Abstract

Thrombotic microangiopathy (TMA) significantly affects kidney graft survival, but its pathophysiology remains poorly understood. In this multicenter, retrospective, case-control paired study designed to control for donor-associated risks, we assessed the recipients' risk factors for de novo TMA development and its effects on graft survival. The study group consists of patients with TMA found in case biopsies from 2000 to 2019 (n = 93), and the control group consists of recipients of paired kidney grafts (n = 93). Graft follow-up was initiated at the time of TMA diagnosis and at the same time in the corresponding paired kidney graft. The TMA group displayed higher peak panel-reactive antibodies, more frequent retransplantation status, and longer cold ischemia time in univariable analysis. In the multivariable regression model, longer cold ischemia times (odds ratio, 1.18; 95% confidence interval [CI], 1.01-1.39; P = 0.043) and higher peak pretransplant panel-reactive antibodies (odds ratio, 1.03; 95% CI, 1.01-1.06; P = 0.005) were found to be associated with increased risk of de novo TMA. The risk of graft failure was higher in the TMA group at 5 y (hazard ratio [HR], 3.99; 95% CI, 2.04-7.84; P < 0.0001).
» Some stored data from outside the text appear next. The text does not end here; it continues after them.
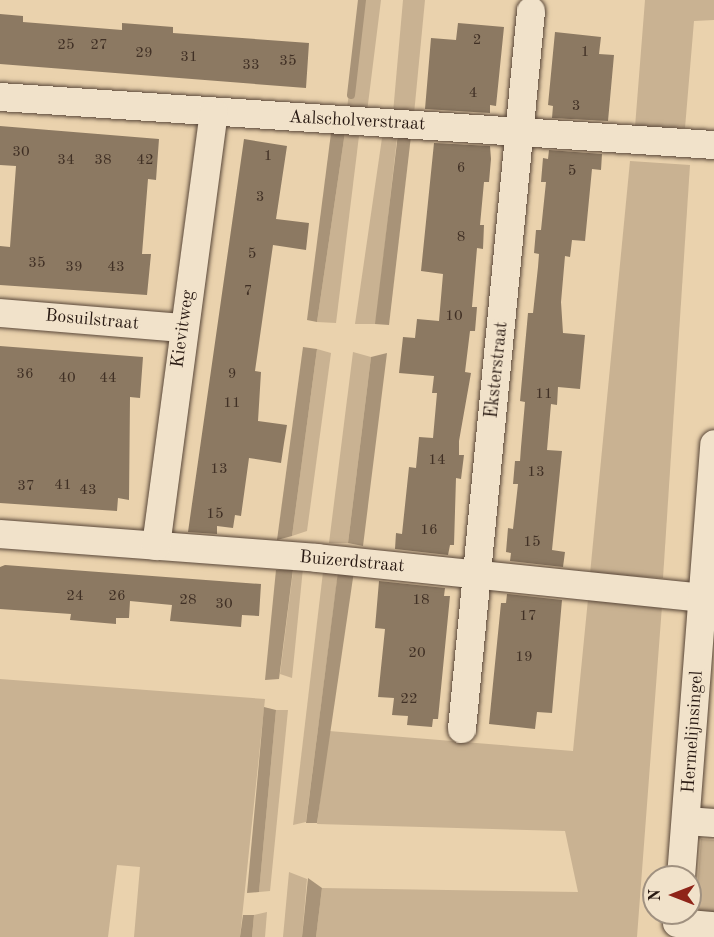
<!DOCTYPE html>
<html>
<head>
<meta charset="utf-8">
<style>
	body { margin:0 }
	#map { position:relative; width:714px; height:937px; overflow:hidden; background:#ead2ad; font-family:"Old Standard TT",serif }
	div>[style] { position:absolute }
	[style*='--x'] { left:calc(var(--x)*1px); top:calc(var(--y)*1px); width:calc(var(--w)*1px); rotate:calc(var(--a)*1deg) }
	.green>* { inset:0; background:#c9b292 }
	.water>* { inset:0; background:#a89378 }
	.stream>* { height:8px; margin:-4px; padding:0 4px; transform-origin:4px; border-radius:4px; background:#a89378 }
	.building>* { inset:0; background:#8c7962 }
	.roads { filter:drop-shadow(0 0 2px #584638) drop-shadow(0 0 2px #584638) }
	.minor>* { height:28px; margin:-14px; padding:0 14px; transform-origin:14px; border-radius:14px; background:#f1e2ca }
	span { translate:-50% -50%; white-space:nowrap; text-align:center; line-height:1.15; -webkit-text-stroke:4.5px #f1e2ca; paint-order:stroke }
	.number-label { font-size:15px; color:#403025 }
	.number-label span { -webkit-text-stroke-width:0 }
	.street-label { font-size:18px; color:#271811 }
	.north { position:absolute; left:642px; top:865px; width:60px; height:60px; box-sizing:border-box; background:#f1e2ca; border:2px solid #a09180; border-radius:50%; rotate:270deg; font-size:16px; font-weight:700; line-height:24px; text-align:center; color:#271811 }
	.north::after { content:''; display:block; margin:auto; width:21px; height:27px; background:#8f2418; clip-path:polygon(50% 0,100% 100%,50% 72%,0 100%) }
</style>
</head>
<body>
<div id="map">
	<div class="green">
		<i style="clip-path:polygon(360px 0,381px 0,367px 112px,347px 109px)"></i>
		<i style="clip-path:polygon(403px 0,425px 0,414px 114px,393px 113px)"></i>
		<i style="clip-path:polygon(645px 0,714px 0,714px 20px,694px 21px,685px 128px,635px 127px)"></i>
		<i style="clip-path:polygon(345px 132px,359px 136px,336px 323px,317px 322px)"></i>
		<i style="clip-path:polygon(382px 138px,397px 138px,376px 324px,355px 324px)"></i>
		<i style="clip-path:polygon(630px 161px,690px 165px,663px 578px,590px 574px)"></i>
		<i style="clip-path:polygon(317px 349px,331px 353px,307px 531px,292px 536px)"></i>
		<i style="clip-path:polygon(353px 352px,371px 357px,348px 543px,329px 543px)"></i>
		<i style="clip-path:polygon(303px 568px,292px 678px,280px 674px,293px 571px)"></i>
		<i style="clip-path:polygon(323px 572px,338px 573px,306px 822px,293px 825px)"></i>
		<i style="clip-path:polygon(588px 599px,662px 606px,637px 937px,316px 937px,322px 888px,578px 892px,565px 831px,317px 824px,329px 731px,573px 751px)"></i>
		<i style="clip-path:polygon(0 679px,265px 699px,240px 937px,134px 937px,140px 867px,117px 865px,108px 937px,0 937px)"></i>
		<i style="clip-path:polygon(276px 710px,288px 710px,270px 891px,259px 892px)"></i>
		<i style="clip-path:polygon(701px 839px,714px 840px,714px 917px,695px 916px)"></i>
		<i style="clip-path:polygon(289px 872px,307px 879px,302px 937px,283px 937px)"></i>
		<i style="clip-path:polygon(267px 912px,265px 937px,252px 937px,254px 915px)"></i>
	</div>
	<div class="water">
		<i style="clip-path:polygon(345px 132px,317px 322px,307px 320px,331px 133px)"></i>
		<i style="clip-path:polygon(398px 134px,411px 136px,389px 325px,375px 324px)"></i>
		<i style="clip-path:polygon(303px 347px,317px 349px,292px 536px,277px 540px)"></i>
		<i style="clip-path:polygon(387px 353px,363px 546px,348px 543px,371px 357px)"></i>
		<i style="clip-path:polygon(293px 569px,279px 679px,265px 680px,276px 570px)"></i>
		<i style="clip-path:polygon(338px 571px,354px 571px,317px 823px,306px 823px)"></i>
		<i style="clip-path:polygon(264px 707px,276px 710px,259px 892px,247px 893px)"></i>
		<i style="clip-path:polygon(308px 878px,322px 888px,316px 937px,302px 937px)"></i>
		<i style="clip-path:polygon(243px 915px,254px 915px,252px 937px,240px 937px)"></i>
	</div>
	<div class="stream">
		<i style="--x:351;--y:95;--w:96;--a:-83.4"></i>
	</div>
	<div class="building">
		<i style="clip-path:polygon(0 14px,23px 16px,23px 22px,122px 30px,122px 23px,173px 27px,173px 33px,309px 43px,306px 88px,0 64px)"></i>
		<i style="clip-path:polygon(458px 23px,504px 27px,496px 106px,490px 105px,490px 113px,425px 109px,431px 38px,456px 40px)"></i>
		<i style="clip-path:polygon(555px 32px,601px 37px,599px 54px,614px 55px,608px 121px,552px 118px,553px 106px,548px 105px)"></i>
		<i style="clip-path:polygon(0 126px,159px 139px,156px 180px,148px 179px,142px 254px,151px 254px,147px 295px,0 285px,0 246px,10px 247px,16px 166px,0 165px)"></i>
		<i style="clip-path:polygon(244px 139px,287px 146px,276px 219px,309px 223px,306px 250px,273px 245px,255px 371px,261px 372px,258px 421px,287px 425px,284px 443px,281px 463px,249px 458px,241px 516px,235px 515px,233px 528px,217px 526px,217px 534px,188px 532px)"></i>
		<i style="clip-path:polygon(434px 143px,490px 146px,491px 159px,489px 182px,484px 182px,480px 225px,484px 225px,483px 249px,477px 248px,472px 307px,477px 307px,475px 331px,470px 331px,465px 372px,471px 373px,459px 441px,459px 455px,464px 455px,461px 479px,456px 478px,454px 545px,450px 545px,448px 555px,395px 549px,396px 533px,402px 534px,409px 467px,416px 468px,419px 437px,433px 438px,437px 393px,432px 393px,434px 376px,399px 373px,403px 337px,415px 338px,417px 319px,439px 321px,443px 274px,421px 271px)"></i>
		<i style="clip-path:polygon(549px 150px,602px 154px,601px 170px,592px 169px,585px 241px,572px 240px,570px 257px,565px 256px,561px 302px,563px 333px,585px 335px,580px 389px,558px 387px,557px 405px,551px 404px,547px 450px,562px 451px,552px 550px,565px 552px,563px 567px,510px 561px,511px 553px,506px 552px,508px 528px,513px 529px,518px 484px,513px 484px,515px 461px,520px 461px,521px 447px,525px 402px,520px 401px,528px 313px,533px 313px,538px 267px,539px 254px,534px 253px,536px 230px,541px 230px,546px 182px,541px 182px,543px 158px,548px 159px)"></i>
		<i style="clip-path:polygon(0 346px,143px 357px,140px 398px,130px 397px,129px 500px,118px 498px,117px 511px,0 503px)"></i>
		<i style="clip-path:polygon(5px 565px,261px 584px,259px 616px,242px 615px,241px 627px,170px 621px,172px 605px,130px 601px,129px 618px,116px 618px,116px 624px,70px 620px,71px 614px,0 609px,0 567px)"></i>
		<i style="clip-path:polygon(379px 581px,445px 588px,444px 596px,450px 596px,438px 719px,433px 719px,432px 727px,407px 725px,408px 716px,392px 715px,394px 698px,378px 697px,385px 629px,375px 628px)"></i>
		<i style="clip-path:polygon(507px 594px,562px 600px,552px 713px,537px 712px,535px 729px,489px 724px,501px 603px,506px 603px)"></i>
	</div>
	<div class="roads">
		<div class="minor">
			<i style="--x:0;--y:97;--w:716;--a:3.85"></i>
			<i style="--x:0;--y:313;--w:184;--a:4.7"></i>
			<i style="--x:0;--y:534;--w:318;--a:4.3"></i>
			<i style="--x:317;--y:558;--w:399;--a:5.9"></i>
			<i style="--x:156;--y:546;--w:437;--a:-82.4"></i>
			<i style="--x:462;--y:729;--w:721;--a:-84.51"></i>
			<i style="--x:686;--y:821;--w:28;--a:4"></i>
			<i style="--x:681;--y:877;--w:434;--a:-85.6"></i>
			<i style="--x:677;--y:923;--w:37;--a:5"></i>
		</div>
	</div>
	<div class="number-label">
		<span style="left:477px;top:41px">2</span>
		<span style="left:66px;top:46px">25</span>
		<span style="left:99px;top:46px">27</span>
		<span style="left:585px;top:53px">1</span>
		<span style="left:144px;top:54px">29</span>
		<span style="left:189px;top:58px">31</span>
		<span style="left:288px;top:62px">35</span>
		<span style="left:251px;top:66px">33</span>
		<span style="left:473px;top:94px">4</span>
		<span style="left:576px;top:107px">3</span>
		<span style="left:21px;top:153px">30</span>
		<span style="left:268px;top:157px">1</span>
		<span style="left:66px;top:161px">34</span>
		<span style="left:103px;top:161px">38</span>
		<span style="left:145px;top:161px">42</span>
		<span style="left:461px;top:169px">6</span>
		<span style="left:572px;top:172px">5</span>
		<span style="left:260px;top:198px">3</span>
		<span style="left:461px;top:238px">8</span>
		<span style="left:252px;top:255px">5</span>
		<span style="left:37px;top:264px">35</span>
		<span style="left:74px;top:268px">39</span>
		<span style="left:116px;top:268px">43</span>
		<span style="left:248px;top:292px">7</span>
		<span style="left:454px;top:317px">10</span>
		<span style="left:25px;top:375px">36</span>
		<span style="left:232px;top:375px">9</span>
		<span style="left:67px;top:379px">40</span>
		<span style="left:108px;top:379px">44</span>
		<span style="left:544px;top:395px">11</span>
		<span style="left:232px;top:404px">11</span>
		<span style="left:437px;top:461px">14</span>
		<span style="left:219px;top:470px">13</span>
		<span style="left:536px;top:473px">13</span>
		<span style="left:63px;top:486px">41</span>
		<span style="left:26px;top:487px">37</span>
		<span style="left:88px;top:491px">43</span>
		<span style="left:215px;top:515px">15</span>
		<span style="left:429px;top:531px">16</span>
		<span style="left:532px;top:543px">15</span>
		<span style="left:75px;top:597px">24</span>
		<span style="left:117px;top:597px">26</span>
		<span style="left:188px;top:601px">28</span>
		<span style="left:421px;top:601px">18</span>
		<span style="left:224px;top:605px">30</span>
		<span style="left:528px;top:617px">17</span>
		<span style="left:417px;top:654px">20</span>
		<span style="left:524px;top:658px">19</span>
		<span style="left:409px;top:700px">22</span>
	</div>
	<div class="street-label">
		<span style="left:357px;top:121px;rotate:3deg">Aalscholverstraat</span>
		<span style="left:92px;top:320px;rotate:5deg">Bosuilstraat</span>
		<span style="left:183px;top:329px;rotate:-82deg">Kievitweg</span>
		<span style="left:497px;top:370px;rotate:-84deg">Eksterstraat</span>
		<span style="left:352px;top:562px;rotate:5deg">Buizerdstraat</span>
		<span style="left:693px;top:732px;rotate:-86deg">Hermelijnsingel</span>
	</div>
	<div class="north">N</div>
</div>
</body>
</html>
Concomitant rejection significantly affected graft prognosis at 5 y (HR, 6.36; 95% CI, 2.92-13.87; P < 0.001). De novo TMA associated with the active antibody-mediated rejection was associated with higher risk of graft failure at 5 y (HR, 3.43; 95% CI, 1.69-6.98; P < 0.001) compared with other TMA. Longer cold ischemia and allosensitization play a role in de novo TMA development, whereas TMA as a part of active antibody-mediated rejection was associated with the highest risk for premature graft loss.